<<<<

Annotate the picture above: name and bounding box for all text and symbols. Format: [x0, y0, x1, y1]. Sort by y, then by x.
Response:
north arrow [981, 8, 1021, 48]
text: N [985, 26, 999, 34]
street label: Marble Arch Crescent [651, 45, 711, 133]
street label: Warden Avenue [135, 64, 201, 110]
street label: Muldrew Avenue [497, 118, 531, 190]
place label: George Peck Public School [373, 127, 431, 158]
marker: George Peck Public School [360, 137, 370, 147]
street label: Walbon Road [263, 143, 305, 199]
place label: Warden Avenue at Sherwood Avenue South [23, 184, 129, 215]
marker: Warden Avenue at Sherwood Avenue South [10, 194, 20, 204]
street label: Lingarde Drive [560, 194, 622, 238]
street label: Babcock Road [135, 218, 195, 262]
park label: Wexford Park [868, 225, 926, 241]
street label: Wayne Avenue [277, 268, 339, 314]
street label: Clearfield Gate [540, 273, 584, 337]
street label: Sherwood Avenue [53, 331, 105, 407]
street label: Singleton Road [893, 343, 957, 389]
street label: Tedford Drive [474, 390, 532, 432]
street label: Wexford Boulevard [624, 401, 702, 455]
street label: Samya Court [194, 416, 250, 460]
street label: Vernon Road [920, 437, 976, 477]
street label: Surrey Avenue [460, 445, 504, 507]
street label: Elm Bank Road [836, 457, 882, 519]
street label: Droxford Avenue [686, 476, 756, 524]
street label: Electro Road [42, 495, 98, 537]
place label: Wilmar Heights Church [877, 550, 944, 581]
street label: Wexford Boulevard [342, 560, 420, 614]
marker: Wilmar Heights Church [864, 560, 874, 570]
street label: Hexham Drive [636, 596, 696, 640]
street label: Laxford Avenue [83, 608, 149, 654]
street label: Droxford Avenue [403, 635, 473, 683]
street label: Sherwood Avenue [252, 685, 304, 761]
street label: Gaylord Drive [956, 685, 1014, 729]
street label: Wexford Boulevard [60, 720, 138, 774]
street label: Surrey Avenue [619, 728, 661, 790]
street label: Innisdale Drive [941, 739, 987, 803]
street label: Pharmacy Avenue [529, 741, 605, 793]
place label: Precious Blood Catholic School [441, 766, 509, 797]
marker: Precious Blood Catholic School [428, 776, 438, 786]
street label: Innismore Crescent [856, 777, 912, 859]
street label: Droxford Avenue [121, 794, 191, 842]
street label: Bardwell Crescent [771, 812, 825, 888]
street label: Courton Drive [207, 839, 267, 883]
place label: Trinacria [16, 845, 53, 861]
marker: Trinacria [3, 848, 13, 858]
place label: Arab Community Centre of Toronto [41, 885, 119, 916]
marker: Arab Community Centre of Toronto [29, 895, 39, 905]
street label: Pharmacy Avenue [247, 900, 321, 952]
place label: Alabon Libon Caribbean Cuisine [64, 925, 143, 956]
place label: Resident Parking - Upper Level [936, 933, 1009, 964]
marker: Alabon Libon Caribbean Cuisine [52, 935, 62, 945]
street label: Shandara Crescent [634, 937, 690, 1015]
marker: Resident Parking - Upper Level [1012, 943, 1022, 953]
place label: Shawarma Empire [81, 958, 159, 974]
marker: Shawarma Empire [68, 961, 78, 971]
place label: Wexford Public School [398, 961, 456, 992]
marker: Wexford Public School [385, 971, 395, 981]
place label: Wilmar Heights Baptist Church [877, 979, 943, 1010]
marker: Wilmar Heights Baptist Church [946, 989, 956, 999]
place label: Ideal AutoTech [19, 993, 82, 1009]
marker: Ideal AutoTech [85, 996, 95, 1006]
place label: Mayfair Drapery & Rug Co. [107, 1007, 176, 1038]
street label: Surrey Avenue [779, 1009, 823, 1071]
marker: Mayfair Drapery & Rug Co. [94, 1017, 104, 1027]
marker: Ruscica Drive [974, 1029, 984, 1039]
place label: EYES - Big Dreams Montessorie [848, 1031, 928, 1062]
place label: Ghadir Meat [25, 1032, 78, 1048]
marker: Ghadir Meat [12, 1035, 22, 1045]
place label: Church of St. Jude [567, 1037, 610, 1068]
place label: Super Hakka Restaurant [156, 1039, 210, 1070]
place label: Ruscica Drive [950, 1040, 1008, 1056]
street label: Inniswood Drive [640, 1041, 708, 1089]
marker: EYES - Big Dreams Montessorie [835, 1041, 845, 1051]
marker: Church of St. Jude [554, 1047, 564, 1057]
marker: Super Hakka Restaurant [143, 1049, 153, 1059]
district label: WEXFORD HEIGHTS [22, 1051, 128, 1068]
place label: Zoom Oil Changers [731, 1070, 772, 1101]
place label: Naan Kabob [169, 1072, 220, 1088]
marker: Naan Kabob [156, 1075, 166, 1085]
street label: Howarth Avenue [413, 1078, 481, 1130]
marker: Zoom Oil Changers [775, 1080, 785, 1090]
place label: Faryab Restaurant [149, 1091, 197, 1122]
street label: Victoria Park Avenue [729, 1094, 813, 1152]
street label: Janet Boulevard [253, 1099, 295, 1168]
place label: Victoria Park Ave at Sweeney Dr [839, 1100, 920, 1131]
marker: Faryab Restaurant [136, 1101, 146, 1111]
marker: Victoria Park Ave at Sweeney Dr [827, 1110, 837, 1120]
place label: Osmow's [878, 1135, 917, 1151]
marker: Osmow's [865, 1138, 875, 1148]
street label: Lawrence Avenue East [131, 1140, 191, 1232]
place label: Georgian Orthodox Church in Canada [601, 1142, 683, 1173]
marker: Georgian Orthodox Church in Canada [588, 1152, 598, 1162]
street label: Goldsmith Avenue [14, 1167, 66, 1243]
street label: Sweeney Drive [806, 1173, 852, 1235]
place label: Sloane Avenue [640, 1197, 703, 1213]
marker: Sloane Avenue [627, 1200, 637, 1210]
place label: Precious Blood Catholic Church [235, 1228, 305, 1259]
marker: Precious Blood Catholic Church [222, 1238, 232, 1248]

>>>>

# Exercise instructions:
Give back the complete data, each line unchanged.

# Task output:
Annotate the picture above: name and bounding box for all text and symbols. Format: [x0, y0, x1, y1]. Sort by y, then by x.
Response:
north arrow [981, 8, 1021, 48]
text: N [985, 26, 999, 34]
street label: Marble Arch Crescent [651, 45, 711, 133]
street label: Warden Avenue [135, 64, 201, 110]
street label: Muldrew Avenue [497, 118, 531, 190]
place label: George Peck Public School [373, 127, 431, 158]
marker: George Peck Public School [360, 137, 370, 147]
street label: Walbon Road [263, 143, 305, 199]
place label: Warden Avenue at Sherwood Avenue South [23, 184, 129, 215]
marker: Warden Avenue at Sherwood Avenue South [10, 194, 20, 204]
street label: Lingarde Drive [560, 194, 622, 238]
street label: Babcock Road [135, 218, 195, 262]
park label: Wexford Park [868, 225, 926, 241]
street label: Wayne Avenue [277, 268, 339, 314]
street label: Clearfield Gate [540, 273, 584, 337]
street label: Sherwood Avenue [53, 331, 105, 407]
street label: Singleton Road [893, 343, 957, 389]
street label: Tedford Drive [474, 390, 532, 432]
street label: Wexford Boulevard [624, 401, 702, 455]
street label: Samya Court [194, 416, 250, 460]
street label: Vernon Road [920, 437, 976, 477]
street label: Surrey Avenue [460, 445, 504, 507]
street label: Elm Bank Road [836, 457, 882, 519]
street label: Droxford Avenue [686, 476, 756, 524]
street label: Electro Road [42, 495, 98, 537]
place label: Wilmar Heights Church [877, 550, 944, 581]
street label: Wexford Boulevard [342, 560, 420, 614]
marker: Wilmar Heights Church [864, 560, 874, 570]
street label: Hexham Drive [636, 596, 696, 640]
street label: Laxford Avenue [83, 608, 149, 654]
street label: Droxford Avenue [403, 635, 473, 683]
street label: Sherwood Avenue [252, 685, 304, 761]
street label: Gaylord Drive [956, 685, 1014, 729]
street label: Wexford Boulevard [60, 720, 138, 774]
street label: Surrey Avenue [619, 728, 661, 790]
street label: Innisdale Drive [941, 739, 987, 803]
street label: Pharmacy Avenue [529, 741, 605, 793]
place label: Precious Blood Catholic School [441, 766, 509, 797]
marker: Precious Blood Catholic School [428, 776, 438, 786]
street label: Innismore Crescent [856, 777, 912, 859]
street label: Droxford Avenue [121, 794, 191, 842]
street label: Bardwell Crescent [771, 812, 825, 888]
street label: Courton Drive [207, 839, 267, 883]
place label: Trinacria [16, 845, 53, 861]
marker: Trinacria [3, 848, 13, 858]
place label: Arab Community Centre of Toronto [41, 885, 119, 916]
marker: Arab Community Centre of Toronto [29, 895, 39, 905]
street label: Pharmacy Avenue [247, 900, 321, 952]
place label: Alabon Libon Caribbean Cuisine [64, 925, 143, 956]
place label: Resident Parking - Upper Level [936, 933, 1009, 964]
marker: Alabon Libon Caribbean Cuisine [52, 935, 62, 945]
street label: Shandara Crescent [634, 937, 690, 1015]
marker: Resident Parking - Upper Level [1012, 943, 1022, 953]
place label: Shawarma Empire [81, 958, 159, 974]
marker: Shawarma Empire [68, 961, 78, 971]
place label: Wexford Public School [398, 961, 456, 992]
marker: Wexford Public School [385, 971, 395, 981]
place label: Wilmar Heights Baptist Church [877, 979, 943, 1010]
marker: Wilmar Heights Baptist Church [946, 989, 956, 999]
place label: Ideal AutoTech [19, 993, 82, 1009]
marker: Ideal AutoTech [85, 996, 95, 1006]
place label: Mayfair Drapery & Rug Co. [107, 1007, 176, 1038]
street label: Surrey Avenue [779, 1009, 823, 1071]
marker: Mayfair Drapery & Rug Co. [94, 1017, 104, 1027]
marker: Ruscica Drive [974, 1029, 984, 1039]
place label: EYES - Big Dreams Montessorie [848, 1031, 928, 1062]
place label: Ghadir Meat [25, 1032, 78, 1048]
marker: Ghadir Meat [12, 1035, 22, 1045]
place label: Church of St. Jude [567, 1037, 610, 1068]
place label: Super Hakka Restaurant [156, 1039, 210, 1070]
place label: Ruscica Drive [950, 1040, 1008, 1056]
street label: Inniswood Drive [640, 1041, 708, 1089]
marker: EYES - Big Dreams Montessorie [835, 1041, 845, 1051]
marker: Church of St. Jude [554, 1047, 564, 1057]
marker: Super Hakka Restaurant [143, 1049, 153, 1059]
district label: WEXFORD HEIGHTS [22, 1051, 128, 1068]
place label: Zoom Oil Changers [731, 1070, 772, 1101]
place label: Naan Kabob [169, 1072, 220, 1088]
marker: Naan Kabob [156, 1075, 166, 1085]
street label: Howarth Avenue [413, 1078, 481, 1130]
marker: Zoom Oil Changers [775, 1080, 785, 1090]
place label: Faryab Restaurant [149, 1091, 197, 1122]
street label: Victoria Park Avenue [729, 1094, 813, 1152]
street label: Janet Boulevard [253, 1099, 295, 1168]
place label: Victoria Park Ave at Sweeney Dr [839, 1100, 920, 1131]
marker: Faryab Restaurant [136, 1101, 146, 1111]
marker: Victoria Park Ave at Sweeney Dr [827, 1110, 837, 1120]
place label: Osmow's [878, 1135, 917, 1151]
marker: Osmow's [865, 1138, 875, 1148]
street label: Lawrence Avenue East [131, 1140, 191, 1232]
place label: Georgian Orthodox Church in Canada [601, 1142, 683, 1173]
marker: Georgian Orthodox Church in Canada [588, 1152, 598, 1162]
street label: Goldsmith Avenue [14, 1167, 66, 1243]
street label: Sweeney Drive [806, 1173, 852, 1235]
place label: Sloane Avenue [640, 1197, 703, 1213]
marker: Sloane Avenue [627, 1200, 637, 1210]
place label: Precious Blood Catholic Church [235, 1228, 305, 1259]
marker: Precious Blood Catholic Church [222, 1238, 232, 1248]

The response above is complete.